(GA Recorder) — A federal trial that could recontour the political landscape in Georgia ahead of next year’s congressional and legislative races started Tuesday.
The complex trial, which is expected to last through next week, focuses on a trio of challenges targeting the state’s congressional map – which helped Republicans gain a U.S. House seat last year – as well as district lines carving up the state Senate and House of Representatives.
The lawsuits all argue the maps drawn during a special session in late 2021 violate Section 2 of the Voting Rights Act, which the U.S. Supreme Court kept intact with its surprise ruling against Alabama’s maps this summer. This decades-old provision bars practices or procedures that discriminate on the basis of race.
“The Voting Rights Act was designed for a case like this one,” said Sophia Lin Lakin, interim co-director of the American Civil Liberties Union’s Voting Rights Project.
District Judge Steve C. Jones is presiding over the trial in the same 19th floor courtroom that has been the setting for the push by some defendants in the 2020 election interference case to have their trial moved from Fulton County to federal court.
If Jones finds that state lawmakers violated the Voting Rights Act, the ruling could lead to Democratic gains at the ballot box next year – including one of Georgia’s 14 U.S. House seats and multiple legislative seats.
Lin Lakin and other attorneys for the plaintiffs argue that Black voters have not seen their political representation grow despite jumps in the state’s overall Black population.
The number of Black Georgians grew by about 484,000 people since 2010, with 33% of the state now identifying as Black. The number of white Georgians dropped by 52,000 over the last decade.

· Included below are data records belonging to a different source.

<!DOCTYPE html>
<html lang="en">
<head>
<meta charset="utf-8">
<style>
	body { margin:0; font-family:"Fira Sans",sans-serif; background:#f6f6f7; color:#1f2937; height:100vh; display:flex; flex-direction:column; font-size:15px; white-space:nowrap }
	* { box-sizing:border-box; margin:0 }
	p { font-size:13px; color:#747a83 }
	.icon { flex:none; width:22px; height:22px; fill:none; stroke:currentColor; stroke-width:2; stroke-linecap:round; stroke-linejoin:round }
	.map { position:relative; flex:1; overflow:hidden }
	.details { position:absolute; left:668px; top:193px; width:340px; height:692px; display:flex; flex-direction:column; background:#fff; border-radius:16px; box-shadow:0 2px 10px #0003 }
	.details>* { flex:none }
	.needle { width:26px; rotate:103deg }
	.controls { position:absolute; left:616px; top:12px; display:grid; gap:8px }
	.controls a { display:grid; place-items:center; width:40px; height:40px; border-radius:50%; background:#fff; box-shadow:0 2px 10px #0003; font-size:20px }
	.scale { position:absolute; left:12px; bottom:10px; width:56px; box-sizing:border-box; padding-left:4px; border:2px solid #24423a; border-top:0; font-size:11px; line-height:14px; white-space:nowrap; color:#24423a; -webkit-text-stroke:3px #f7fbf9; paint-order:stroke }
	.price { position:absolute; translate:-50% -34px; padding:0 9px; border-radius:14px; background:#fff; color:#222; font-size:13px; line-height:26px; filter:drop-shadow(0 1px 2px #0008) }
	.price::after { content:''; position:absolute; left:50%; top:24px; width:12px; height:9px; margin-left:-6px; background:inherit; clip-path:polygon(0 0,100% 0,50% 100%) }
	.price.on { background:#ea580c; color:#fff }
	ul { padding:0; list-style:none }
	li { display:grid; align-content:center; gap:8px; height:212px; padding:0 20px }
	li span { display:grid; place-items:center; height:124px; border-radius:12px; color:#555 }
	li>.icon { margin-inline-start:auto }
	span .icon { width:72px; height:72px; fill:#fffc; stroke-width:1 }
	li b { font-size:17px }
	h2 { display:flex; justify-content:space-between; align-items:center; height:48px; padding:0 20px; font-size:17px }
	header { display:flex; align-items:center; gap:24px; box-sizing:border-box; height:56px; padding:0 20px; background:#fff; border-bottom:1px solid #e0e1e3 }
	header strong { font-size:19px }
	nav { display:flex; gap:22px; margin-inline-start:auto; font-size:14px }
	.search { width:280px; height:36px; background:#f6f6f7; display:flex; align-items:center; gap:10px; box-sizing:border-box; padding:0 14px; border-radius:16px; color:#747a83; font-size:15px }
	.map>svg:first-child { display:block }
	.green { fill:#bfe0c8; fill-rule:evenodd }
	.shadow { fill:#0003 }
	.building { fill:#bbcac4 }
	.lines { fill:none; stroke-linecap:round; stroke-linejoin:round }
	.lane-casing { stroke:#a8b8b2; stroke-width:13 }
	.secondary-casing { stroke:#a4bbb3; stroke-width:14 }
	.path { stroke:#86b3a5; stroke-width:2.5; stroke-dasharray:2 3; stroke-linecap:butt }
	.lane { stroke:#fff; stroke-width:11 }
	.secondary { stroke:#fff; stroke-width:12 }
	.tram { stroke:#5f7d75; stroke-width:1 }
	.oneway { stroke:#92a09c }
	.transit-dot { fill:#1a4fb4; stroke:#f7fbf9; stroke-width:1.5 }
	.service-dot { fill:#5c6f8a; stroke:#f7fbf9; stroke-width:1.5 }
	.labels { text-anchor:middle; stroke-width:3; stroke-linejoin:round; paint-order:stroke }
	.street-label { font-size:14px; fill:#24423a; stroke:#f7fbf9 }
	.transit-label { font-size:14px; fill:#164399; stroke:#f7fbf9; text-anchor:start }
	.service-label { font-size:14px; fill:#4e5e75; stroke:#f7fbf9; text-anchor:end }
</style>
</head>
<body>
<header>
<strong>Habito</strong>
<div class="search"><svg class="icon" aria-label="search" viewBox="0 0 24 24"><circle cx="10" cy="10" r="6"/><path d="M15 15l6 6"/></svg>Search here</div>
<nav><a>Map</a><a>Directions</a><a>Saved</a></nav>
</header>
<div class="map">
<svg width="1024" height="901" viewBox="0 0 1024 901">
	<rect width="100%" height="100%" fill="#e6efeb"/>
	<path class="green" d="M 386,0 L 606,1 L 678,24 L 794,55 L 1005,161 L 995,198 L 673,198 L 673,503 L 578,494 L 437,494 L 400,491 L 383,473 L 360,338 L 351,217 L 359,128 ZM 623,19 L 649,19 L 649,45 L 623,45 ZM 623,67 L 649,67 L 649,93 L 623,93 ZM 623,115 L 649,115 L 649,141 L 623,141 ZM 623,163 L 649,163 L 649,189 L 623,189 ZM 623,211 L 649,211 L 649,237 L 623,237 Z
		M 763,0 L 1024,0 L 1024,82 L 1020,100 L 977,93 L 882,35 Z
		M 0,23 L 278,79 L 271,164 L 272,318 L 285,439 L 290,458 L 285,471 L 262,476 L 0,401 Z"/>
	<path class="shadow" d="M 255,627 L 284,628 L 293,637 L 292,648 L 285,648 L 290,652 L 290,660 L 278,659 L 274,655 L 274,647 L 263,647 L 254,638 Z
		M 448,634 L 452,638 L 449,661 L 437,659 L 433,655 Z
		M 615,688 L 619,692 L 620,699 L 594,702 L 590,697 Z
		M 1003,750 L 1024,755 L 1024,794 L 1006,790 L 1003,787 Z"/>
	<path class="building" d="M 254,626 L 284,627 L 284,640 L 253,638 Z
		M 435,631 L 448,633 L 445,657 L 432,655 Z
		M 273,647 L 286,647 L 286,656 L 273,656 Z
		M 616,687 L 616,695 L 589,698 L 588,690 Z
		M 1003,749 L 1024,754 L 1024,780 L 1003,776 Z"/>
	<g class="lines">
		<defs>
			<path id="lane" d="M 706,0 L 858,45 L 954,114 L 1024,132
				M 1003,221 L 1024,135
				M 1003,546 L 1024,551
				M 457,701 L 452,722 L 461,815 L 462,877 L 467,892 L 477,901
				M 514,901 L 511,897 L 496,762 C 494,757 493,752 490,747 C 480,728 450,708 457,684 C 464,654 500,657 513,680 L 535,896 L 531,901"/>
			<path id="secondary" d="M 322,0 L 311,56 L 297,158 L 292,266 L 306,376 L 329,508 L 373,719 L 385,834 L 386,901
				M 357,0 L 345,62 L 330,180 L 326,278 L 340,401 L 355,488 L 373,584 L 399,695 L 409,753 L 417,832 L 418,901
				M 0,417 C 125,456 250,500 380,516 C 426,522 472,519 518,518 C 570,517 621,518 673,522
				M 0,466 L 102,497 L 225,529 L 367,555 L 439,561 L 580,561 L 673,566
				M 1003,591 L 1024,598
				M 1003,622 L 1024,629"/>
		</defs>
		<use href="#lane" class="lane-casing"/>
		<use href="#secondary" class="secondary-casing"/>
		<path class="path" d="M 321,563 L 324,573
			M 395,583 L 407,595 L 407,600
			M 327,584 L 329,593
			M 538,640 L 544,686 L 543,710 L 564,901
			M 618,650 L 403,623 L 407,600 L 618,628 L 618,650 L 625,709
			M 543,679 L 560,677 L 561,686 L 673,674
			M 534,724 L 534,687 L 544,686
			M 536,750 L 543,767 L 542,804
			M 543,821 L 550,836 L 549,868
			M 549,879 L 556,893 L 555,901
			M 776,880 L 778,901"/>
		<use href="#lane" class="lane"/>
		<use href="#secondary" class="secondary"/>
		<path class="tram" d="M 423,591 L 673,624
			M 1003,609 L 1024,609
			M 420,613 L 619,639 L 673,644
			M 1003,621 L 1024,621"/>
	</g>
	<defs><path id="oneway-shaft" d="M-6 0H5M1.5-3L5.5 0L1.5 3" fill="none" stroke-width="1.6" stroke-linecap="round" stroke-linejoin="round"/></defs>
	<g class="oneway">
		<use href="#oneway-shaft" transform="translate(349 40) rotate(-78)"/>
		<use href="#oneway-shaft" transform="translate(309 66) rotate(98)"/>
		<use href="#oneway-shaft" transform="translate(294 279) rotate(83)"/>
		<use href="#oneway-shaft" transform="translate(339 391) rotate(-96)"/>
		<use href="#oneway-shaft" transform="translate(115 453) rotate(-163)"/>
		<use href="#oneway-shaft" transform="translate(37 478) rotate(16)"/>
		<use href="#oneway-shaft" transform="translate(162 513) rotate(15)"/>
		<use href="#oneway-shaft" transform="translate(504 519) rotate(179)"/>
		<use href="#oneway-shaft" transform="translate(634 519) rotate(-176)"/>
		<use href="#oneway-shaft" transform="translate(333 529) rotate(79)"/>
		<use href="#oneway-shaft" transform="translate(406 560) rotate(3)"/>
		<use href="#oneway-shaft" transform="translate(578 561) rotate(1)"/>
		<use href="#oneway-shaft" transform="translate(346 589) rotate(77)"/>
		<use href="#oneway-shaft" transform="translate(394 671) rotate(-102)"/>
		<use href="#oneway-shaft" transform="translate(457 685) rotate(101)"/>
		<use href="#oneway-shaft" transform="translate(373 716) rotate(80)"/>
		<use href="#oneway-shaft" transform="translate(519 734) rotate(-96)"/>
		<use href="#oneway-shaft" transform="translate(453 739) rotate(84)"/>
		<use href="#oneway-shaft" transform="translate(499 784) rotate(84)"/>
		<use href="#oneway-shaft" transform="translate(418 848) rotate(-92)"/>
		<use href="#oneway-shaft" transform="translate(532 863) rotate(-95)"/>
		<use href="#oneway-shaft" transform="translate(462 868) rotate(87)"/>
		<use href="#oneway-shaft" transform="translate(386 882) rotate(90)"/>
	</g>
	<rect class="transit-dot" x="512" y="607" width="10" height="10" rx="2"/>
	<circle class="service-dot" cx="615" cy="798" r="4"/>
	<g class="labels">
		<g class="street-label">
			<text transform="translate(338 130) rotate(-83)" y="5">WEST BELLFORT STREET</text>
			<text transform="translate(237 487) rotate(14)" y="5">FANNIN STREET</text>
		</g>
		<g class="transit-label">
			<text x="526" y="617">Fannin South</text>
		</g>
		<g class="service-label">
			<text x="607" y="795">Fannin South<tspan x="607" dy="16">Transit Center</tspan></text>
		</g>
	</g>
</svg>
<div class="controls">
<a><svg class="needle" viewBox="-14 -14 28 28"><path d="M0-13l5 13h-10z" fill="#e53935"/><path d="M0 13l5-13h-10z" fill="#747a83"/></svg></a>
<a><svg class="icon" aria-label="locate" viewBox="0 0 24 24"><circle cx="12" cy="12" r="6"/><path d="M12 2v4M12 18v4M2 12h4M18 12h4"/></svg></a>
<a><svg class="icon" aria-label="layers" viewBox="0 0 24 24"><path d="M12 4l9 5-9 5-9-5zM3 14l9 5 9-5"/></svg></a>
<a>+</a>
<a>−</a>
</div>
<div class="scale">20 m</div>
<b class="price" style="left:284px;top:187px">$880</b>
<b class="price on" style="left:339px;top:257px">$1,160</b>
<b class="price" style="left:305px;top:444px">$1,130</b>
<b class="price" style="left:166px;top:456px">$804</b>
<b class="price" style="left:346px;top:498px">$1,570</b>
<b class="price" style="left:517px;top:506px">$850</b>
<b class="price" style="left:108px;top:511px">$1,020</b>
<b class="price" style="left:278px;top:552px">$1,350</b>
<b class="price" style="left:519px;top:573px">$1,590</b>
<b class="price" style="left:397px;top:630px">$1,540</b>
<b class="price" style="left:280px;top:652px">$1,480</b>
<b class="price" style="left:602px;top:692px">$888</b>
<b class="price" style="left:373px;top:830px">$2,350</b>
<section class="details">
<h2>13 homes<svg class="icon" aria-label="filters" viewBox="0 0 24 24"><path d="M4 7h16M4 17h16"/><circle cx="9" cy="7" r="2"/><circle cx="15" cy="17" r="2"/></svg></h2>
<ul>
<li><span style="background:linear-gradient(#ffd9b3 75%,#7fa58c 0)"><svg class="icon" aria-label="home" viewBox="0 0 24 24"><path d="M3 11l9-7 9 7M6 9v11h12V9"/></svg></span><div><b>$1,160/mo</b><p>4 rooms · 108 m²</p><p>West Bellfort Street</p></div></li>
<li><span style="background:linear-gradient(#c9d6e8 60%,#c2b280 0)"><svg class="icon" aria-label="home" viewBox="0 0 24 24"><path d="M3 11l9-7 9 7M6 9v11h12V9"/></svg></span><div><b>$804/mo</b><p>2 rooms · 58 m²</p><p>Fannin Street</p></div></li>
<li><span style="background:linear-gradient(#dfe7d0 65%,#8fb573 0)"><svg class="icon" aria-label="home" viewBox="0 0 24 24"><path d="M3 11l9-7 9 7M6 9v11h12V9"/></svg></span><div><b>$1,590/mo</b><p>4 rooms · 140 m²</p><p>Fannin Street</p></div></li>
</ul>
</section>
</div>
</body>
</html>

To buttress their case, the ACLU offered up an expert Tuesday who recently testified in the Alabama redistricting case. William S. Cooper, a private consultant based in Virginia, said Tuesday that the number of majority Black state House and Senate districts has been largely stagnant since 2006.

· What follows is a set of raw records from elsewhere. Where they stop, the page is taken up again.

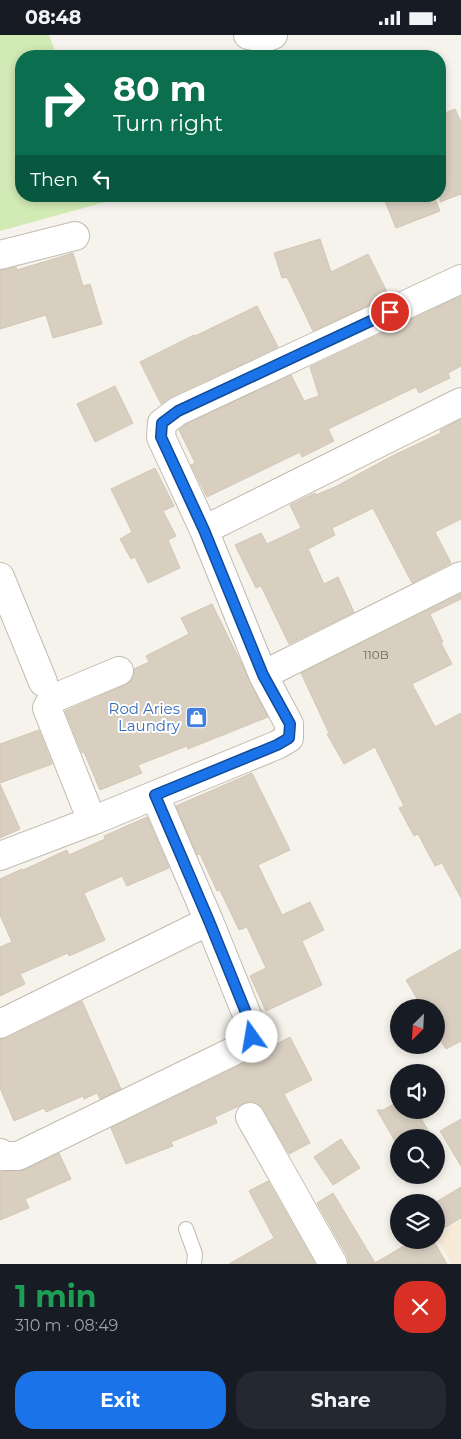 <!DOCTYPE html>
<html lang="en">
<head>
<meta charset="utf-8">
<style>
	:root { --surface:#171b24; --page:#242831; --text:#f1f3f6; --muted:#9ea1a6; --accent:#1a73e8 }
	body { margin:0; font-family:Montserrat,sans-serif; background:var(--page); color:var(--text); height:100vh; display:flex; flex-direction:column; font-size:19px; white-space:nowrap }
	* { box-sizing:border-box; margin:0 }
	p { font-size:16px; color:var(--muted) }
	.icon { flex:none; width:28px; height:28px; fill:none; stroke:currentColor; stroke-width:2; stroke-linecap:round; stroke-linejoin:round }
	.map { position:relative; height:1229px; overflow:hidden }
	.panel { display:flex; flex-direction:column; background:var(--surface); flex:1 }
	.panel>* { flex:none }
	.hud { position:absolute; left:15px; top:15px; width:431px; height:152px; border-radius:20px; box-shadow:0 2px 8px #0003; background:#0b6e4f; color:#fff; overflow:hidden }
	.needle { width:32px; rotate:204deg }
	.tools { position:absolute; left:390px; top:964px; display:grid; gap:10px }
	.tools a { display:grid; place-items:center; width:55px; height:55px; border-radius:50%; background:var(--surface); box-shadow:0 2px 8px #0003; font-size:25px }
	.pin { position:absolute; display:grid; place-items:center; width:42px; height:42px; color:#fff; margin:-21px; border:2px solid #fff; border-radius:50%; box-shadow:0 1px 5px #0007 }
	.me { position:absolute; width:55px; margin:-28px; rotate:347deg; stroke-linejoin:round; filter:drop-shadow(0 0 4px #0008) }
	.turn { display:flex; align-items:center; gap:18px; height:105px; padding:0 15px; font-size:22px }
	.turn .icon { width:65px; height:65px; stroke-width:2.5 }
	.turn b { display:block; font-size:35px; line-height:42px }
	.then { display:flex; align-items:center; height:48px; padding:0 15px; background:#0003; gap:10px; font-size:19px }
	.round { display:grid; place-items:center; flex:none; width:52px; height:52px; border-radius:20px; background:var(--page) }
	.head { display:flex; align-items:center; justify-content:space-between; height:85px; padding:0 15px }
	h1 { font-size:30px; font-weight:700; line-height:38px; color:#1e9e55 }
	.action { display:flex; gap:10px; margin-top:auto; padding:10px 15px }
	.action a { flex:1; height:58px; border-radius:20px; background:var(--accent); color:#fff; font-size:20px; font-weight:700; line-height:58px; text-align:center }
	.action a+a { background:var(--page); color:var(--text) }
	.status { display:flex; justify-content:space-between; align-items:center; height:35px; padding:0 25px; background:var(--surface); direction:ltr }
	.status svg { height:14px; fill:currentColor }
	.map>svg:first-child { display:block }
	.commercial { fill:#f7ead8 }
	.green { fill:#d2eab5 }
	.building { fill:#d8cfc1; stroke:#d3c7b4 }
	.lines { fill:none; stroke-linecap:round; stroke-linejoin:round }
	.service-casing { stroke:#c2bbae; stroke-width:16 }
	.minor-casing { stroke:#c2bbae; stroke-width:30 }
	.service { stroke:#fff; stroke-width:14 }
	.minor { stroke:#fff; stroke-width:28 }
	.route-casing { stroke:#114b97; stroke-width:12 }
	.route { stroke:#1a73e8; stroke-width:9 }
	.labels { text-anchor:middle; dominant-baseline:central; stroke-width:4; stroke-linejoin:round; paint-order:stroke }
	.number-label { font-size:12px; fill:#6e675b }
	.shop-label { font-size:15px; fill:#366cbe; stroke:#fff; text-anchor:end }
</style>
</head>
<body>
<div class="status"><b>08:48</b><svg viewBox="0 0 49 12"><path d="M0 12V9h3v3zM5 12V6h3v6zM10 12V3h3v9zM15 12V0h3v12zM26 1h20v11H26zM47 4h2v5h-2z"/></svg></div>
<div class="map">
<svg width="461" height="1229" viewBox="0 0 461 1229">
	<rect width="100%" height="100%" fill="#f6f3ec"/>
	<!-- commercial -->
	<path class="commercial" d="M461,1185V1229H452L436,1203V1200Z"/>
	<!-- green -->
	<path class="green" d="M0,0H49L57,21H21V161H108L109,166L0,196Z"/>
	<!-- building -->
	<path class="building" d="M455,74L461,87V159L440,167V80Z
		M383,161H434L440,176L396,193Z
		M320,204L331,237L368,219L389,261L313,296L287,242L282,243L274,218Z
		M73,218L83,251L90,249L102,289L53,303L46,280L0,294V235L16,232L17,235Z
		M461,261V331L448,338L450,343L419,358L416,352L328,394L334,406L302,422L300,417L207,462L191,430L195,428L179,395L186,389L291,340L304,366L319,361L310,332Z
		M257,271L278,312L171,362L161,369L140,327L194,300L195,301Z
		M115,351L133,388L95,407L77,369Z
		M461,384V484L435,497L451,528L412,548L373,473L355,482L332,493L335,500L308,514L324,549L338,542L354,577L289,609L261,551L256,553L235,510L261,498L267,509L301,493L290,470L315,458L316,460L337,451L392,421L441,398L440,395Z
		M155,433L174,471L163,476L176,501L168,505L180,533L148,548L135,522L131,524L120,504L132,497L111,454Z
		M461,558V564L430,579L443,607L441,608L452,629L412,649L435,692L461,678V863L442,828L435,831L418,799L414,801L399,773L404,771L375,712L344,729L327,699L329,698L301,638Z
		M212,569L268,682L188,714L187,711L138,730L142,738L100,755L84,717L82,718L65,676L125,650L132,645L134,638V634L149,627L146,621L189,599L181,583Z
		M39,695L52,729L0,748V709Z
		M252,738L290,815L258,830L282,880L310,867L324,895L302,906L322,950L266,976L250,941L266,933L247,892L239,895L220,855L217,856L200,819L197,820L176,771Z
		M0,749L20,794L0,803Z
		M147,782L169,833L127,851L122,841L84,858L105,905L69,921L68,918L20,939L25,949L0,961V912L12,907L0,880V844L22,834L23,835L67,815L69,820L105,804L104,801Z
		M461,914V1006L446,1014L436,998V972H422L406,945Z
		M82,966L121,1054L100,1064L97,1058L84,1064L83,1061L46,1077L44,1073L14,1086L0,1053V1004L7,1003Z
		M290,1002L312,1045L284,1059L310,1108L289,1119L263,1074L257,1068L250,1066L215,1082L217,1088L171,1107L173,1111L126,1129L111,1093L247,1027L256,1020Z
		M399,1066V1075H416L432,1102H399V1113L377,1075H383Z
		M461,1084V1131L440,1096Z
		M341,1104L360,1133L333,1150L314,1122Z
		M59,1118L71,1144L25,1164L29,1173L0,1185V1137L24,1135Z
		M268,1146L315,1229H229L274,1203L249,1156Z
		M461,1152V1183L436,1198V1167Z
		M333,1158L375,1228L414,1205H433L447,1229H349L347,1221L317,1168Z"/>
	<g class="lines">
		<defs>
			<path id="service" d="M186,1194L195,1219L194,1229"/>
			<path id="minor" d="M248,0L265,3L273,0
				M0,220L75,201
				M204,495L461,367
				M0,542L43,647
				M263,640L461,541
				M92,786L47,673L52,664L119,636
				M0,821L92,786L277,710L289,703V689L263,640L204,495L161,402L162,388L178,376L461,244
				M0,989L209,886
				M250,1082L333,1229
				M0,1118L3,1121H18L240,1013L252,1002L251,990L209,886L155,761"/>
		</defs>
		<!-- service casing -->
		<use href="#service" class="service-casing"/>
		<!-- minor casing -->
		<use href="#minor" class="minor-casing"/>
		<!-- service -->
		<use href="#service" class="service"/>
		<!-- minor -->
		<use href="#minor" class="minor"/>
	</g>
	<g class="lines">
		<defs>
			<path id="route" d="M252,1002L251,990L209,886L155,760L277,710L289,703L290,689L263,640L204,495L161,402L162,388L178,376L390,277"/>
		</defs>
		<!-- route casing -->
		<use href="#route" class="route-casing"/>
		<!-- route -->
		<use href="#route" class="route"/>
	</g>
	<!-- icons -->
	<defs>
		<symbol id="shop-square" viewBox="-11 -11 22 22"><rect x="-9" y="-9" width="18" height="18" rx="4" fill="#3f7fe0" stroke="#fff"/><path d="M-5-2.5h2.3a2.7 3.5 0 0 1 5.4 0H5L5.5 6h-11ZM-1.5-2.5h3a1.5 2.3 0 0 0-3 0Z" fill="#fff"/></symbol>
	</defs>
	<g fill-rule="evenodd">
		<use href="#shop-square" x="184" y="670" width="25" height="25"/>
	</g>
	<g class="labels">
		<!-- number labels -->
		<g class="number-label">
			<text x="376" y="619">110B</text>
		</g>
		<!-- shop labels -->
		<g class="shop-label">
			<text x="180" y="673">Rod Aries<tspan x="180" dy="17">Laundry</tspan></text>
		</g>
	</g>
</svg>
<div class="tools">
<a><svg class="needle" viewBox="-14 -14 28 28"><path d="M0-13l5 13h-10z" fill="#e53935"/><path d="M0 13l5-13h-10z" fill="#9ea1a6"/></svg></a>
<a><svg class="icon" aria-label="sound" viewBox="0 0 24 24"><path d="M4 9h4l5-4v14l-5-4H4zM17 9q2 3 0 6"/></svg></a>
<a><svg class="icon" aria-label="search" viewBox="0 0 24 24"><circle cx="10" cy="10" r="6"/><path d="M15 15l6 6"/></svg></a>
<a><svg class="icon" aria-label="layers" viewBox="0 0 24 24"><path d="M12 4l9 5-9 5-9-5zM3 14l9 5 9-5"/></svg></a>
</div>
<div class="pin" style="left:390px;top:277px;background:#d93025"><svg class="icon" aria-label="arrive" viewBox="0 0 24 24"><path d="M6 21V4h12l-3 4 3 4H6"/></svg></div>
<svg class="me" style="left:252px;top:1002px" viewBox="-20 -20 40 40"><circle r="19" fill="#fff"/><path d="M0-13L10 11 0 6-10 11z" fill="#1a73e8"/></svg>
<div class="hud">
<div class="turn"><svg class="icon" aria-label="right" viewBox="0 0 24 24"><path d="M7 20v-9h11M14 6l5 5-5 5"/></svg><div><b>80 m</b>Turn right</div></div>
<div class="then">Then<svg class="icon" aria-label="left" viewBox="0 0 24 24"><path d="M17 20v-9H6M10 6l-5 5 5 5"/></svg></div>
</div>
</div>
<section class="panel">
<div class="head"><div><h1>1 min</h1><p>310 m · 08:49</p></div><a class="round" style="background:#d93025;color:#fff"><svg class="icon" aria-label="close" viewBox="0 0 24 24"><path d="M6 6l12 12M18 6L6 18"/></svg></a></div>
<div class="action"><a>Exit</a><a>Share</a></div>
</section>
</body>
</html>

In the House, two new Black majority districts were created in 2021, bringing the total number to 49 districts – up slightly from 45 districts in 2006. No new majority Black Senate districts were created. Cooper called it “baffling.”
The state, though, is defending the maps as being the product of a political process that protected incumbents and the GOP majority.
Bryan Tyson, who is serving as special assistant attorney general, argued Black Georgians have a shot at voting for their preferred candidates, pointing to recent election cycles. Political losers are coming up short because of partisanship, candidate quality or other factors, he said.
“They are not losing on account of race or color,” he said.
Tyson evoked the statewide wins of U.S. Sens. Jon Ossoff and Raphael Warnock and President Joe Biden and pointed to U.S. Rep. Lucy McBath, who is Black and who won in the racially diverse 7th District that includes Gwinnett County. McBath of Marietta had represented the 6th District, which was drawn in 2021 to favor a GOP candidate, before challenging fellow Democrat, U.S. Rep. Carolyn Bourdeaux.
Tyson argued political maps should be about creating equal opportunities, regardless of race, and said the plaintiffs’ alternative maps have “all the hallmarks of a racial gerrymander.”
Jones pressed Cooper on whether race predominated in the alternate maps. Cooper testified that he considered an array of factors but did not set out to draw a certain number of new majority Black districts.
The judge concluded in an order early last year that the plaintiffs are “substantially likely” to succeed at showing new majority Black districts can be drawn but said it was too close to the midterm election to make any changes. The question is now set to be fully explored during the two-week trial.
On the same day Georgia’s trial began a three-judge panel in Alabama rejected its Legislature’s latest attempt at creating a congressional map and ordered a third party to draw up a new one.
In Georgia, the ACLU is representing the Alpha Phi Alpha fraternity in a case challenging the legislative maps, arguing several more majority Black districts could have been drawn. Other plaintiffs include the Sixth District of the African Episcopal Church and four Black voters who live in McDonough, Thomasville, Wrens and Tyrone.
Another challenge being heard takes aim at the congressional map. It was filed by a group of Black voters, including three in Cobb County who are now represented by U.S. Rep. Marjorie Taylor Greene, and another who says his district, represented by Democratic U.S. Rep. David Scott, has been “packed” with Black voters.
The third case was brought by another group of Black voters from some of the areas in the state’s Black Belt where it’s being argued that more majority Black legislative districts could be created.